• Task goal: Look for "strokeStyle" in the records and copy every line that has it.

[Collected data entries]
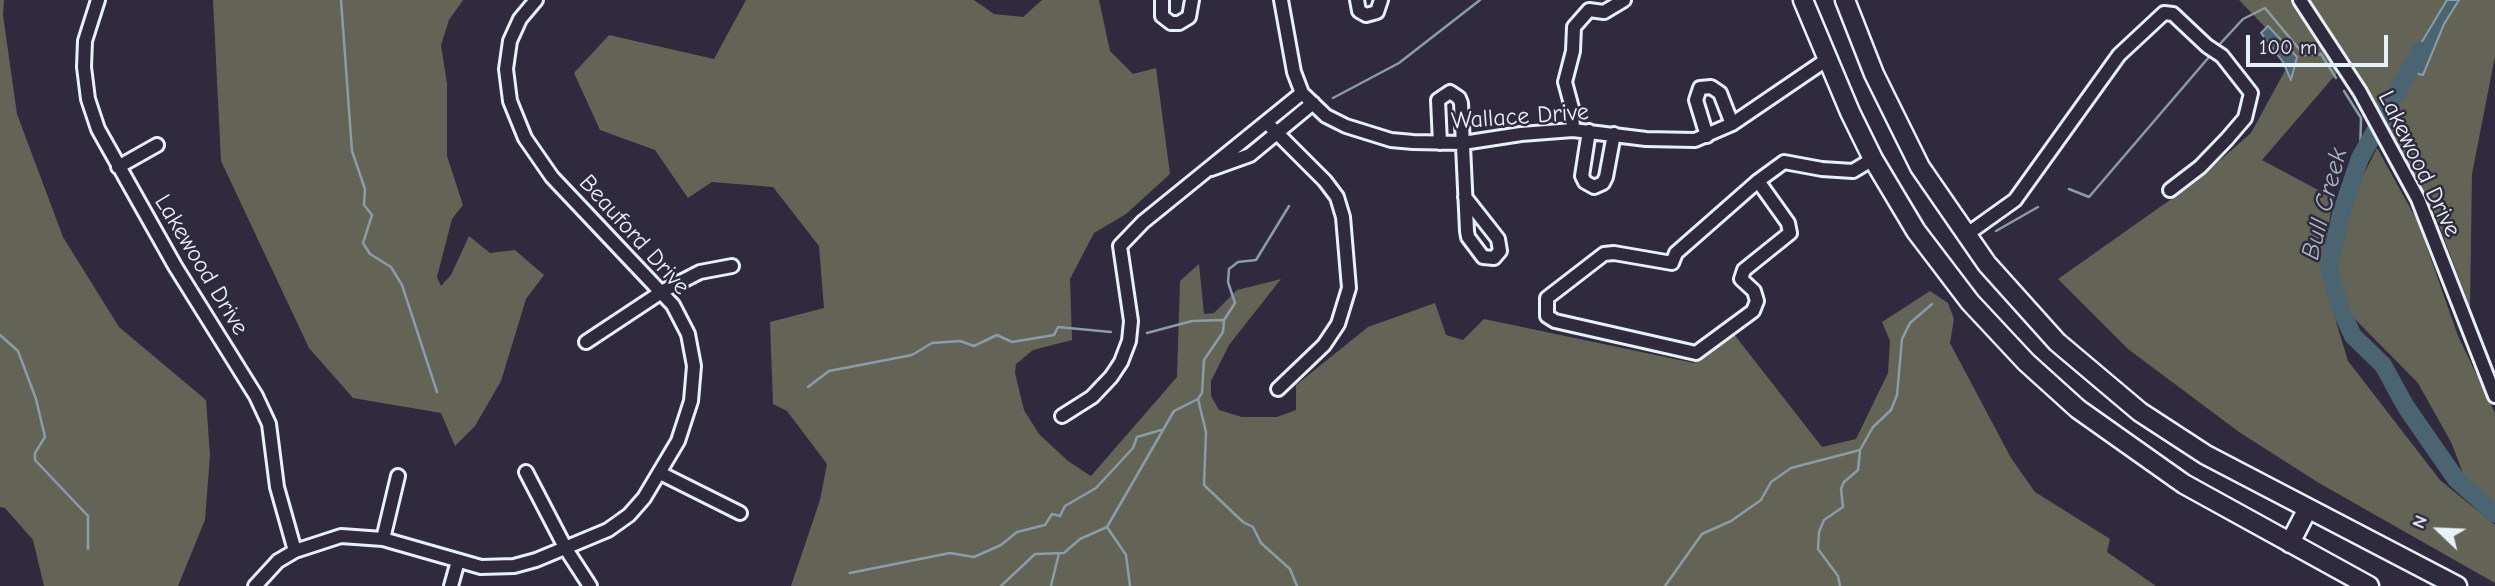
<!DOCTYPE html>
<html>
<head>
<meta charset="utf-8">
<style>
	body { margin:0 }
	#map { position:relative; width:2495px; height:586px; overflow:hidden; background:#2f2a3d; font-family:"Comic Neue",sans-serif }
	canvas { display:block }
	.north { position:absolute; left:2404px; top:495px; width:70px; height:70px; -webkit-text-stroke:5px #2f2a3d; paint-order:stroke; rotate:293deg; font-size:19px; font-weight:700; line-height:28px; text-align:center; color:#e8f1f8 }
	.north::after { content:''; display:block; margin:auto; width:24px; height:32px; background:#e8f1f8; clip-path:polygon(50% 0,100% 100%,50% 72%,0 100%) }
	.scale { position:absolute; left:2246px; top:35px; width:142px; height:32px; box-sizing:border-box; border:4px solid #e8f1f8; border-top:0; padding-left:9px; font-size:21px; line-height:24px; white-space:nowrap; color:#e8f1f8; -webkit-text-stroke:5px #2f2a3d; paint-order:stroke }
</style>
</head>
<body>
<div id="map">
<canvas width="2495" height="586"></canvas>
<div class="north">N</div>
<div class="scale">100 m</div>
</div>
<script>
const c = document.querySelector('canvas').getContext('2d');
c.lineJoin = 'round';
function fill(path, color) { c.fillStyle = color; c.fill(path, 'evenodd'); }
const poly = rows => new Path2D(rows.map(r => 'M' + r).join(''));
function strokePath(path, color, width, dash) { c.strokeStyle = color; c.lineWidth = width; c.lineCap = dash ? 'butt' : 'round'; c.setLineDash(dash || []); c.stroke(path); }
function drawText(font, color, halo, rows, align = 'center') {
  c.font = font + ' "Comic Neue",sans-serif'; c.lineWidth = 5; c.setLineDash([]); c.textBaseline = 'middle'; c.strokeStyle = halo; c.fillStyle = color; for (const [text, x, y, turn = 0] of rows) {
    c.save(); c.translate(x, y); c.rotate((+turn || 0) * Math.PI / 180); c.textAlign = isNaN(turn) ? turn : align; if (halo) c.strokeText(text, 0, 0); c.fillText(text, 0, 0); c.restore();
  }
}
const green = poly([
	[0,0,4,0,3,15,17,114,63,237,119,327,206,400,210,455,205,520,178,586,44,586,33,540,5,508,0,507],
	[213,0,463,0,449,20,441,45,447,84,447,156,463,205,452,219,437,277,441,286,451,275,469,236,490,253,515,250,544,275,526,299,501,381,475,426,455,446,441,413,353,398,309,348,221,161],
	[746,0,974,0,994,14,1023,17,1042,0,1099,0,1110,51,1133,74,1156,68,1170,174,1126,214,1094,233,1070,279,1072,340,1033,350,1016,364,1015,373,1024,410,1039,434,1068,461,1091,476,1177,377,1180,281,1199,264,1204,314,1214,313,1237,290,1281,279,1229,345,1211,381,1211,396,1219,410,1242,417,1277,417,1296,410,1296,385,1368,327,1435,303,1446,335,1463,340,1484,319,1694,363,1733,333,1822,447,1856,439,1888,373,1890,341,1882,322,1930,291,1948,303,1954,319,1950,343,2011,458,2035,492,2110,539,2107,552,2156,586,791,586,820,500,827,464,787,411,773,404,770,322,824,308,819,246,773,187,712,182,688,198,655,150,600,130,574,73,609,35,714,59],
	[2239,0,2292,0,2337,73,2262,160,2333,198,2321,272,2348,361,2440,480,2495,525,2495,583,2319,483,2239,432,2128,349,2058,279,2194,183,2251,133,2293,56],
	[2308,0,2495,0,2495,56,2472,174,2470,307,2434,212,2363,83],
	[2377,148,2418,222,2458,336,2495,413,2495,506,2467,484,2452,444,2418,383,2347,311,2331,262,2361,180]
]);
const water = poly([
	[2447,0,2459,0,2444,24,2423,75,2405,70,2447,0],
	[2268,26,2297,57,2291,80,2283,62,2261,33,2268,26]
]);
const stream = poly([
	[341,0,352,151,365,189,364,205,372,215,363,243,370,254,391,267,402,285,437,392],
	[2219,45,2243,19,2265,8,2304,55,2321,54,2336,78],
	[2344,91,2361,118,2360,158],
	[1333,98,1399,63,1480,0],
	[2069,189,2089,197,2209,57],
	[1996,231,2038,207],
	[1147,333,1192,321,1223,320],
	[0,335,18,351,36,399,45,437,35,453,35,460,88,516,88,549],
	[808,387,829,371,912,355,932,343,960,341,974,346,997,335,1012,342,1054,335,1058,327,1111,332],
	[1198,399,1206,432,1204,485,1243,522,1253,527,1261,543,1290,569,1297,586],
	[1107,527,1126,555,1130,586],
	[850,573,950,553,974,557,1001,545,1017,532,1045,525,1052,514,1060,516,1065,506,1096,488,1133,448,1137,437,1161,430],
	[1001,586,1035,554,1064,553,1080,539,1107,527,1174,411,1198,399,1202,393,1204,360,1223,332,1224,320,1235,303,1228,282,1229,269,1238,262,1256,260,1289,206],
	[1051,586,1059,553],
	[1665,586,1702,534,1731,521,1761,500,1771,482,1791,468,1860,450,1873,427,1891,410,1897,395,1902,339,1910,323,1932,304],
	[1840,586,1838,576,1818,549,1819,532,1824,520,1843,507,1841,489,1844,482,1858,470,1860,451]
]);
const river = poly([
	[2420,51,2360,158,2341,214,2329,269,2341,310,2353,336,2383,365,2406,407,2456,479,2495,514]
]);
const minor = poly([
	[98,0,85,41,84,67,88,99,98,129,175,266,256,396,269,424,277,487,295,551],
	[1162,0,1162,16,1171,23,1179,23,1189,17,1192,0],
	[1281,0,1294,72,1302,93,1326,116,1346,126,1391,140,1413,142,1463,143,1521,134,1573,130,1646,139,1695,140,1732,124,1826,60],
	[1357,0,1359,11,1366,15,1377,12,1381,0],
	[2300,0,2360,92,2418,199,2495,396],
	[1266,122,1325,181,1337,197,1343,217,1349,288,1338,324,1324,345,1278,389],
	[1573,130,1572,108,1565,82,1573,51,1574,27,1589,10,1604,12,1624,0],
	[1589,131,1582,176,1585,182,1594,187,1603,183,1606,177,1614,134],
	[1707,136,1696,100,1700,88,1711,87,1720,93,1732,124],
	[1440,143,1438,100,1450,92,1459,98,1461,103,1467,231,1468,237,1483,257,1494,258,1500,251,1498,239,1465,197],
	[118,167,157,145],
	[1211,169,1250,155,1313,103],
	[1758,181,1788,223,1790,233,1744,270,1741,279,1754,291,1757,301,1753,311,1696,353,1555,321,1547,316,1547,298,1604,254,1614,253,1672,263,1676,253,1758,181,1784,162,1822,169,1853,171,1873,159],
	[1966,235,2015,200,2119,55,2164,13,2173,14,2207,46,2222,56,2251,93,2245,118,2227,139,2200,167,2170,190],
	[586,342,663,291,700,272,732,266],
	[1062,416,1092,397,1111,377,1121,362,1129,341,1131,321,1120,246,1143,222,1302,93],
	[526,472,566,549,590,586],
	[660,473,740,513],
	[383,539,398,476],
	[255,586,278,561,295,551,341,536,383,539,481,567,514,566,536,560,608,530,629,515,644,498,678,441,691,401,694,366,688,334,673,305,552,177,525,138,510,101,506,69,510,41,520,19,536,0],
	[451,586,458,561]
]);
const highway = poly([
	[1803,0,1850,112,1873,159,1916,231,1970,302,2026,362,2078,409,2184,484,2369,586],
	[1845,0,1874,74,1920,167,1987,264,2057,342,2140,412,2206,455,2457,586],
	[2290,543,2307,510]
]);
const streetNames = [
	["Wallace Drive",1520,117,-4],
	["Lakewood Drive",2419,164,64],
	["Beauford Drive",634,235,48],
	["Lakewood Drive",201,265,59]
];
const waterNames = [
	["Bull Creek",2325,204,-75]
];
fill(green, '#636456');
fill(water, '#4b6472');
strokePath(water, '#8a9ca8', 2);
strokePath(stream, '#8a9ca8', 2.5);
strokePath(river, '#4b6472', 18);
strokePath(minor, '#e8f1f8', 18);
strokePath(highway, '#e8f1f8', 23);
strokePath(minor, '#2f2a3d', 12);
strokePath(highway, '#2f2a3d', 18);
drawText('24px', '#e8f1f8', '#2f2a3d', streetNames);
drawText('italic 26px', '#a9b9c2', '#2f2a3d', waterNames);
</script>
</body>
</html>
* * *
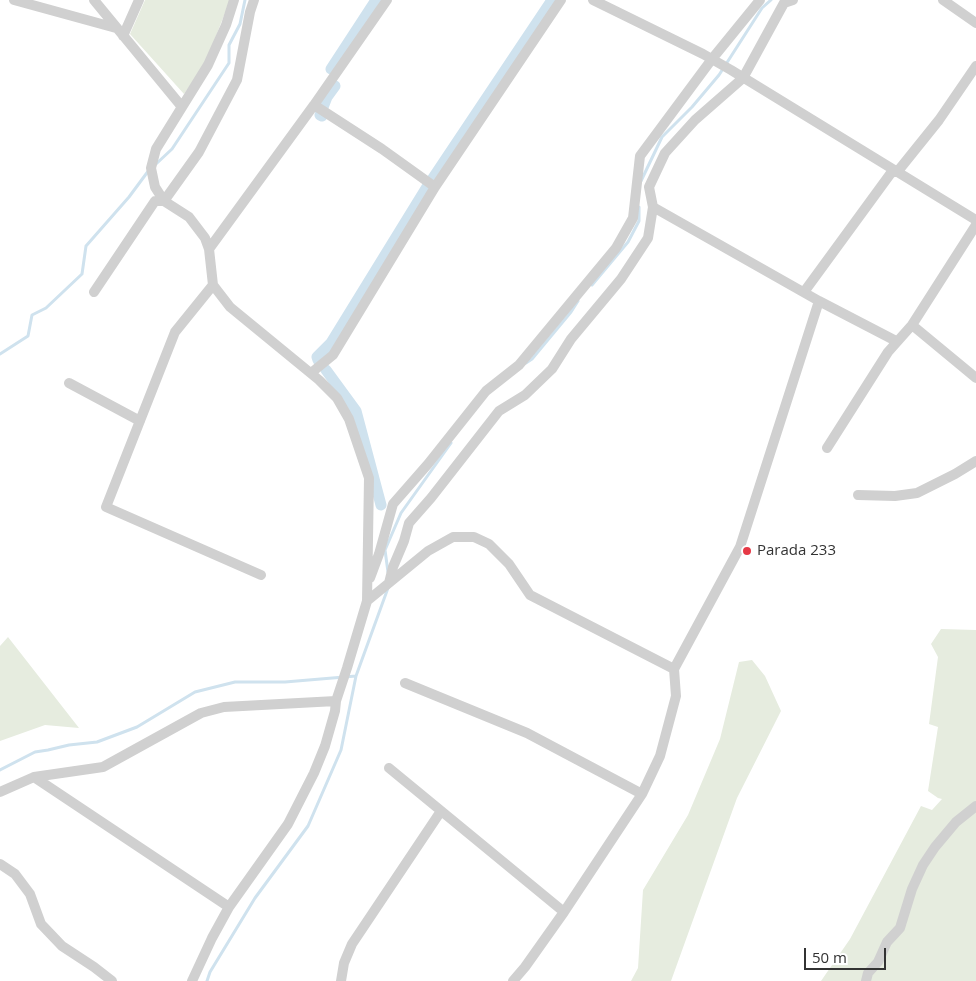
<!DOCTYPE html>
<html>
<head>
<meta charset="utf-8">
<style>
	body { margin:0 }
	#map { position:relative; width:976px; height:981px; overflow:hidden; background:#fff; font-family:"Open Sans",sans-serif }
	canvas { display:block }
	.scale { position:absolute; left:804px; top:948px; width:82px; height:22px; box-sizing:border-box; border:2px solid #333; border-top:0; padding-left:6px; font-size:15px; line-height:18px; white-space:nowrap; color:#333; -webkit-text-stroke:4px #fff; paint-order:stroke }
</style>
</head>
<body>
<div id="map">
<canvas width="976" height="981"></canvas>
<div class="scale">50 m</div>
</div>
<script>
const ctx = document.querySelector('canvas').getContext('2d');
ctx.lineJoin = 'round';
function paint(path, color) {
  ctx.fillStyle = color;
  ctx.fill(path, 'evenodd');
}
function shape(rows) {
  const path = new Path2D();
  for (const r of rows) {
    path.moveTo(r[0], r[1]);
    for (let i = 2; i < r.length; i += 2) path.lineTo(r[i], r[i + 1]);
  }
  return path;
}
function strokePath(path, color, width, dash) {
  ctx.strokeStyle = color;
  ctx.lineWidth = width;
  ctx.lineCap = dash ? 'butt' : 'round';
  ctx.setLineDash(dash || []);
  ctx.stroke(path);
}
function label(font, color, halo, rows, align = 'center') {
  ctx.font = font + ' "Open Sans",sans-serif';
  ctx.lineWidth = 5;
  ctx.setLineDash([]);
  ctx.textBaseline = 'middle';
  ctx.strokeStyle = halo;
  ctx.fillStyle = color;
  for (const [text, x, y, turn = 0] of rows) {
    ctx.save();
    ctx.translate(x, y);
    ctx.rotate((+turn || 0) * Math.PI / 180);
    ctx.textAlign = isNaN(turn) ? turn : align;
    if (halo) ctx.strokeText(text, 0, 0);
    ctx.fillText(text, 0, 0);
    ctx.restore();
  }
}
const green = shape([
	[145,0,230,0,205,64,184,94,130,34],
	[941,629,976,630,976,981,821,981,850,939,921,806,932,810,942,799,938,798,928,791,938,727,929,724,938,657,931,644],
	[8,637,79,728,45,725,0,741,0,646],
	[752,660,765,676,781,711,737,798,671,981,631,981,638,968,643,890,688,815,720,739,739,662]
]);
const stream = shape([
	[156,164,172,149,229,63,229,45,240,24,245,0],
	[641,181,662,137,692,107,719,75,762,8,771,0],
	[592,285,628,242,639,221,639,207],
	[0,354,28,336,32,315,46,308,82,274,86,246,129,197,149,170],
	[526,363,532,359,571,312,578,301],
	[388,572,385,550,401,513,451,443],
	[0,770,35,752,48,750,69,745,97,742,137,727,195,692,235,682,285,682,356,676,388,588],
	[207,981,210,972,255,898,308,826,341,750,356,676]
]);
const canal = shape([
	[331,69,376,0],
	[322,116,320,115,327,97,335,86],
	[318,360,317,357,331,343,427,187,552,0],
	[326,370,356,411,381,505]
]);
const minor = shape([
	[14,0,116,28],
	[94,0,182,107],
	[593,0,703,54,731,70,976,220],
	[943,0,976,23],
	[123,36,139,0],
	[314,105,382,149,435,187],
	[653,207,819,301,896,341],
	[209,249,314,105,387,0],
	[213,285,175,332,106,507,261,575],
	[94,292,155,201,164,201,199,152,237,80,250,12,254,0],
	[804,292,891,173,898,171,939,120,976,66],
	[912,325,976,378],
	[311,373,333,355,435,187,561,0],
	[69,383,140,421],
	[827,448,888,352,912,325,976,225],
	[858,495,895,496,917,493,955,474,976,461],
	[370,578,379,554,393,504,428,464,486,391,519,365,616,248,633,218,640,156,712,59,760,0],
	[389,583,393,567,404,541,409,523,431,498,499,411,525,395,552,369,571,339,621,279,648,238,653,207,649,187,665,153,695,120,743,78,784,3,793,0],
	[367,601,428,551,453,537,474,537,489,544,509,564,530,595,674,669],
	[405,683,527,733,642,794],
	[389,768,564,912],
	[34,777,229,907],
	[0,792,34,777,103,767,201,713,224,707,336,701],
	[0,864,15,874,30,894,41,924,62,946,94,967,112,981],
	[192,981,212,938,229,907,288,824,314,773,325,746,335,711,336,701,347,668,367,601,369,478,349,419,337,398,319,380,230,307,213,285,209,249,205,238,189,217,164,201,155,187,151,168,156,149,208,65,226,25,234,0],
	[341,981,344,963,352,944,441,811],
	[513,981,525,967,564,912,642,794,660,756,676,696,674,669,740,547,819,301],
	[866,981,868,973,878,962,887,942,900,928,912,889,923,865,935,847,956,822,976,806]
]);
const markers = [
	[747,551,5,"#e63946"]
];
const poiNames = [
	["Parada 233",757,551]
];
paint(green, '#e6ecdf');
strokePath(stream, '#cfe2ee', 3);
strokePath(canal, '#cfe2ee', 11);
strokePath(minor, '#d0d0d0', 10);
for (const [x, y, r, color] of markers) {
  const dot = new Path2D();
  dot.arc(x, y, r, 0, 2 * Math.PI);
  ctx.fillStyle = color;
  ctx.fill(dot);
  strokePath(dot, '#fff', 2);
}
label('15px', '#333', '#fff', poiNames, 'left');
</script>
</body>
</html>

• Solution to this problem:
function strokePath(path, color, width, dash) { c.strokeStyle = color; c.lineWidth = width; c.lineCap = dash ? 'butt' : 'round'; c.setLineDash(dash || []); c.stroke(path); }
  c.font = font + ' "Comic Neue",sans-serif'; c.lineWidth = 5; c.setLineDash([]); c.textBaseline = 'middle'; c.strokeStyle = halo; c.fillStyle = color; for (const [text, x, y, turn = 0] of rows) {
  ctx.strokeStyle = color;
  ctx.strokeStyle = halo;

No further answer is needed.